Saved data entries
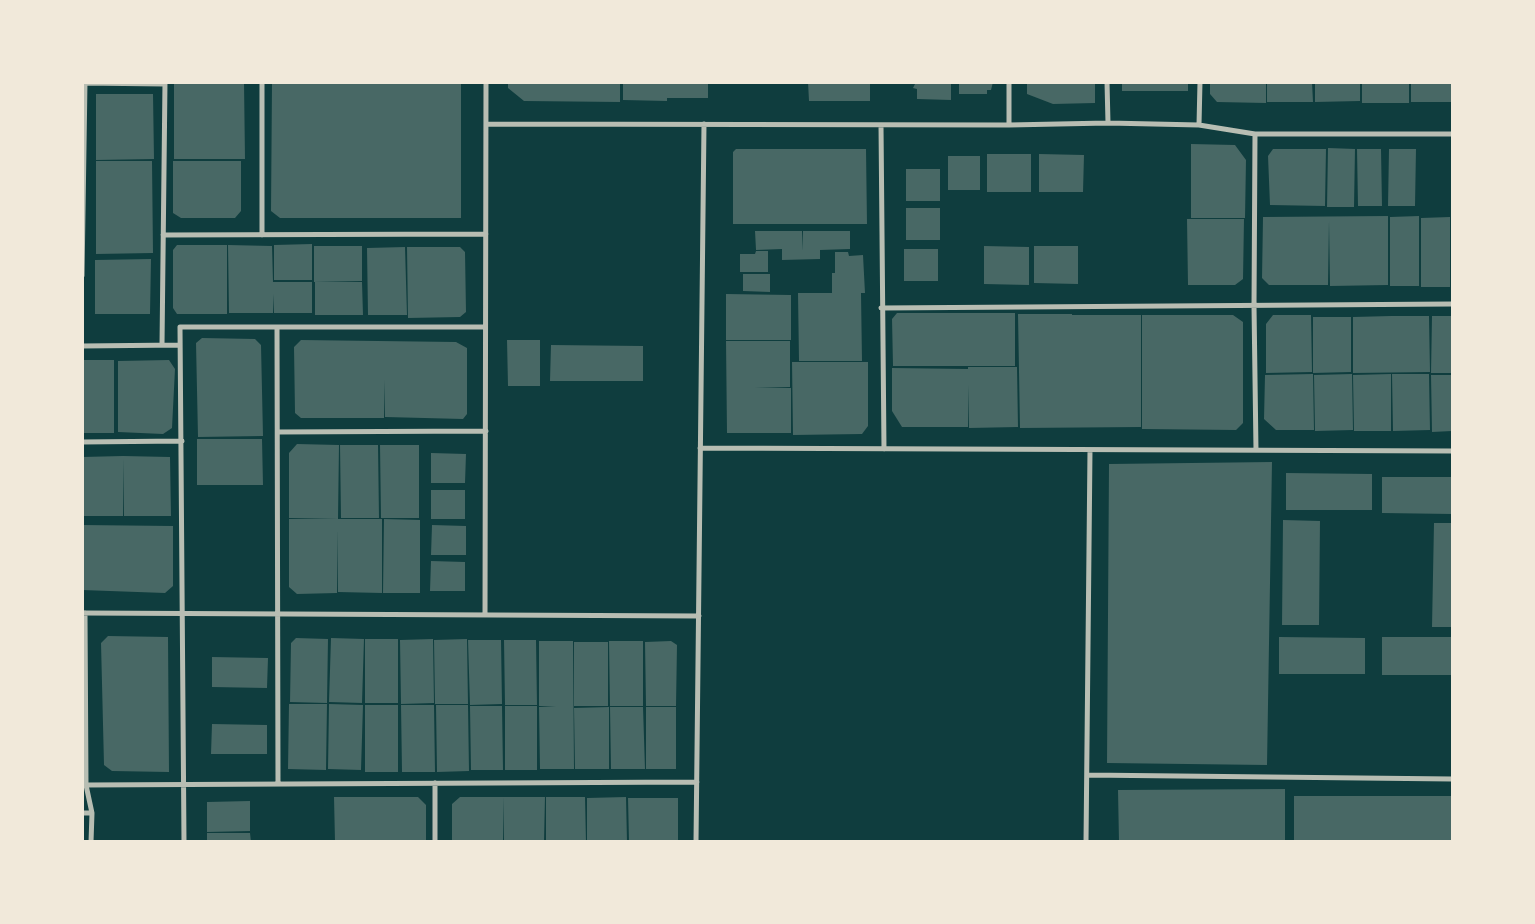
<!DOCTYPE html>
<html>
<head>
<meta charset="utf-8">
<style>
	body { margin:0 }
	#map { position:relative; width:1535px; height:924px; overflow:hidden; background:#0f3d3e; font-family:"Roboto Condensed",sans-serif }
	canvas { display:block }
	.frame { position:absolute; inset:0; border:84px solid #f1e9da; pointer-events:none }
</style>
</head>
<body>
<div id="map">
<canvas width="1535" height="924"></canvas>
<div class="frame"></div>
</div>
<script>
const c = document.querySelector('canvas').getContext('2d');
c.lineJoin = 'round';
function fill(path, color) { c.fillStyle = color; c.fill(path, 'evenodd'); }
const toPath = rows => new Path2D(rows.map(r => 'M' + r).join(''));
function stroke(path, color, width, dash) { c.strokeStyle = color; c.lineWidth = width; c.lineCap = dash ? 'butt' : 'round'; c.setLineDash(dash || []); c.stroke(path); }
fill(toPath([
	[174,82,244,82,245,159,174,159],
	[272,82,461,82,461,218,280,218,271,211],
	[508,82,620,82,620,102,524,101,508,88],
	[623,82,708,82,708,98,667,98,667,101,623,100],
	[808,82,870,82,870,101,809,101],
	[913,82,951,82,951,100,917,99,917,89,913,88,915,84],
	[959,82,993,82,991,90,987,90,987,94,959,94],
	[1027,82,1095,82,1095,103,1053,104,1027,94],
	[1122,82,1188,82,1188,91,1122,91],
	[1210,82,1266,82,1266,103,1217,102,1210,94],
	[1267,82,1312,82,1313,102,1267,102],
	[1315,82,1360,82,1360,101,1315,102],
	[1362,82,1409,82,1409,103,1362,103],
	[1411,82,1452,82,1452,102,1411,102],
	[96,94,153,94,154,159,96,160],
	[1191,144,1235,145,1246,160,1245,218,1191,218],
	[1328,148,1355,149,1354,207,1327,207],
	[736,149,866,149,867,224,733,224,733,152],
	[1273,149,1326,149,1325,206,1270,205,1268,156],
	[1357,149,1381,149,1382,206,1358,206],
	[1389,149,1416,149,1415,206,1388,206],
	[987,154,1031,154,1031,192,987,192],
	[1039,154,1084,155,1083,192,1039,192],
	[948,156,980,156,980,190,948,190],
	[96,161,152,161,153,253,96,254],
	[173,161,241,161,241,211,235,218,181,218,173,213],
	[906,169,940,169,940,201,906,201],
	[906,208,940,208,940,240,906,240],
	[1388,216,1388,285,1330,286,1329,221,1328,285,1269,285,1262,278,1263,217],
	[1419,216,1419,286,1390,286,1390,217],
	[1450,217,1450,287,1421,287,1421,218],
	[1187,219,1244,219,1243,279,1235,285,1188,285],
	[755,231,802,231,803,251,803,231,850,231,850,249,820,250,820,259,782,260,782,249,756,250],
	[312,244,312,280,274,280,274,245],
	[177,245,227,245,227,314,177,314,173,308,173,250],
	[228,245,272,246,273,282,312,282,312,313,274,313,273,294,273,313,229,313],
	[314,246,362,246,362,281,314,282],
	[984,246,1029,247,1029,285,984,284],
	[1034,246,1078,246,1078,284,1034,283],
	[405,247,407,315,368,315,367,248],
	[407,247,460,247,465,252,466,312,460,317,408,318],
	[904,249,938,249,938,281,904,281],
	[756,251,768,251,768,272,740,272,740,254,755,254],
	[835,252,848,252,849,256,863,255,865,293,861,293,862,361,799,361,798,293,832,293,832,273,835,273],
	[151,259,150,314,95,314,95,260],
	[743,274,770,274,770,292,743,291],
	[315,282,362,282,363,315,315,315],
	[726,294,791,295,791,340,726,340],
	[897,313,1015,313,1015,366,893,366,892,319],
	[1018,314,1072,314,1072,333,1072,315,1141,315,1141,427,1020,428],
	[1142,315,1233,315,1243,322,1243,423,1236,430,1142,429],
	[1273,315,1311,315,1312,372,1266,373,1266,324],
	[1391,316,1429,316,1430,372,1353,373,1353,317],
	[1432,316,1452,316,1452,373,1431,373],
	[1313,317,1351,317,1351,372,1313,373],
	[202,338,255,339,261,345,263,436,198,437,196,343],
	[301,340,456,342,467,348,467,414,463,419,385,417,384,380,384,418,301,418,295,413,294,347],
	[507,340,540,340,540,386,508,386],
	[726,341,790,341,790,387,755,388,791,388,791,433,727,433],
	[551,345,643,346,643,381,550,381],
	[82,360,114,360,114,433,82,433],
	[169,360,175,369,172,428,163,434,118,432,118,361],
	[792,362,868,362,868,426,862,434,793,435],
	[968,367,1017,367,1018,427,969,428,968,385,968,427,902,427,892,411,892,368,968,369],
	[1313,374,1314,430,1276,430,1264,419,1265,375],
	[1352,374,1353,430,1315,431,1314,375],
	[1391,374,1391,431,1354,431,1353,375],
	[1392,374,1429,374,1430,430,1393,431],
	[1431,375,1452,375,1452,431,1432,432],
	[197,439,262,439,263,485,197,485],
	[297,444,339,445,338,519,289,518,289,453],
	[340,445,378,445,379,518,341,518],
	[380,445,419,445,419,518,381,518],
	[431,453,466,454,465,483,431,483],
	[123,456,170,457,171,516,124,516,123,459,123,516,82,516,82,457],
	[1272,462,1267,765,1107,763,1109,464],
	[1286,473,1372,474,1372,510,1286,510],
	[1382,477,1452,477,1452,514,1382,513],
	[431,490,465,490,465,519,431,519],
	[289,519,382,519,382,593,338,592,338,530,337,593,297,594,289,587],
	[384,519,420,520,420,593,383,593],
	[1283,520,1320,521,1319,625,1282,625],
	[1434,523,1452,523,1452,627,1432,627],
	[82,525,173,526,173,586,165,593,82,590],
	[432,525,466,526,466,555,431,555],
	[431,561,465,562,465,591,430,591],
	[108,636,168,637,169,772,112,771,104,765,101,643],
	[1279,637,1365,638,1365,674,1279,674],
	[1382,637,1452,637,1452,675,1382,675],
	[296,638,328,639,327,703,290,702,291,643],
	[331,638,364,639,362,703,329,702],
	[365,639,398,639,398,703,365,703],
	[433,639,434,703,401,704,400,640],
	[467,639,468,704,435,704,434,640],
	[468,640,501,640,502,704,470,705],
	[504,640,536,640,537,705,505,705],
	[539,641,573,641,574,769,540,769,539,707,556,706,539,706],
	[609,641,643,641,643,706,610,706],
	[671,641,677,645,676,706,646,706,645,642],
	[574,642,608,642,608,706,574,706],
	[212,657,268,658,267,688,212,687],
	[289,704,327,704,326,770,288,769],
	[329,704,363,705,361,770,328,769],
	[365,705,398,705,398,772,365,772],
	[401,705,434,705,435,772,402,772],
	[436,705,468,705,469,771,437,772],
	[470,706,502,706,503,770,471,770],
	[505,706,537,706,537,770,505,770],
	[609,707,609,769,575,769,574,708],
	[610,707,643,707,645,769,611,769],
	[646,707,676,707,676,769,646,769],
	[212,724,267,725,267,754,211,754],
	[1285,789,1285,842,1119,842,1118,790],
	[1294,796,1452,796,1452,842,1294,842],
	[334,797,418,797,426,805,426,842,335,842],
	[460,797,504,797,503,842,452,842,452,804],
	[504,797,545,797,544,842,504,842],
	[546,797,585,797,586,842,546,842],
	[626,797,627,842,587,842,587,798],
	[628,798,678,798,678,842,629,842],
	[250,801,250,831,207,832,207,802],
	[207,833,250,833,251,842,207,842]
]), '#486865');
stroke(toPath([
	[1107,82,1108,123],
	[83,83,165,84],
	[486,124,1009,125,1108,123,1199,125,1255,134,1452,134],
	[881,125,884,449],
	[1009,125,1009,82],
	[1199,125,1200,82],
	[1255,134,1254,306,1256,450],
	[163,235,486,234],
	[262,235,262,82],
	[82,276,85,82],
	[881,308,1452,304],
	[277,327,278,784],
	[162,345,165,82],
	[82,346,180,345],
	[278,432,486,431],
	[82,442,182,441],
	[700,448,1452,451],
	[82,613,699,616],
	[85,613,86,785,92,813,91,842],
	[485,615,486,82],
	[1087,775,1452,779],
	[435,783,435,842],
	[86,785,697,782],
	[82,813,92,813],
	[184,842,180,327,485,327],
	[696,842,704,124],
	[1086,842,1090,450]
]), '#b8beb3', 5);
</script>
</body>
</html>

- [EXERCISE OBJECTIVE]: Among the lines above, find the ones containing "const" and copy them.

- [THE COMPLETED TASK]:
const c = document.querySelector('canvas').getContext('2d');
const toPath = rows => new Path2D(rows.map(r => 'M' + r).join(''));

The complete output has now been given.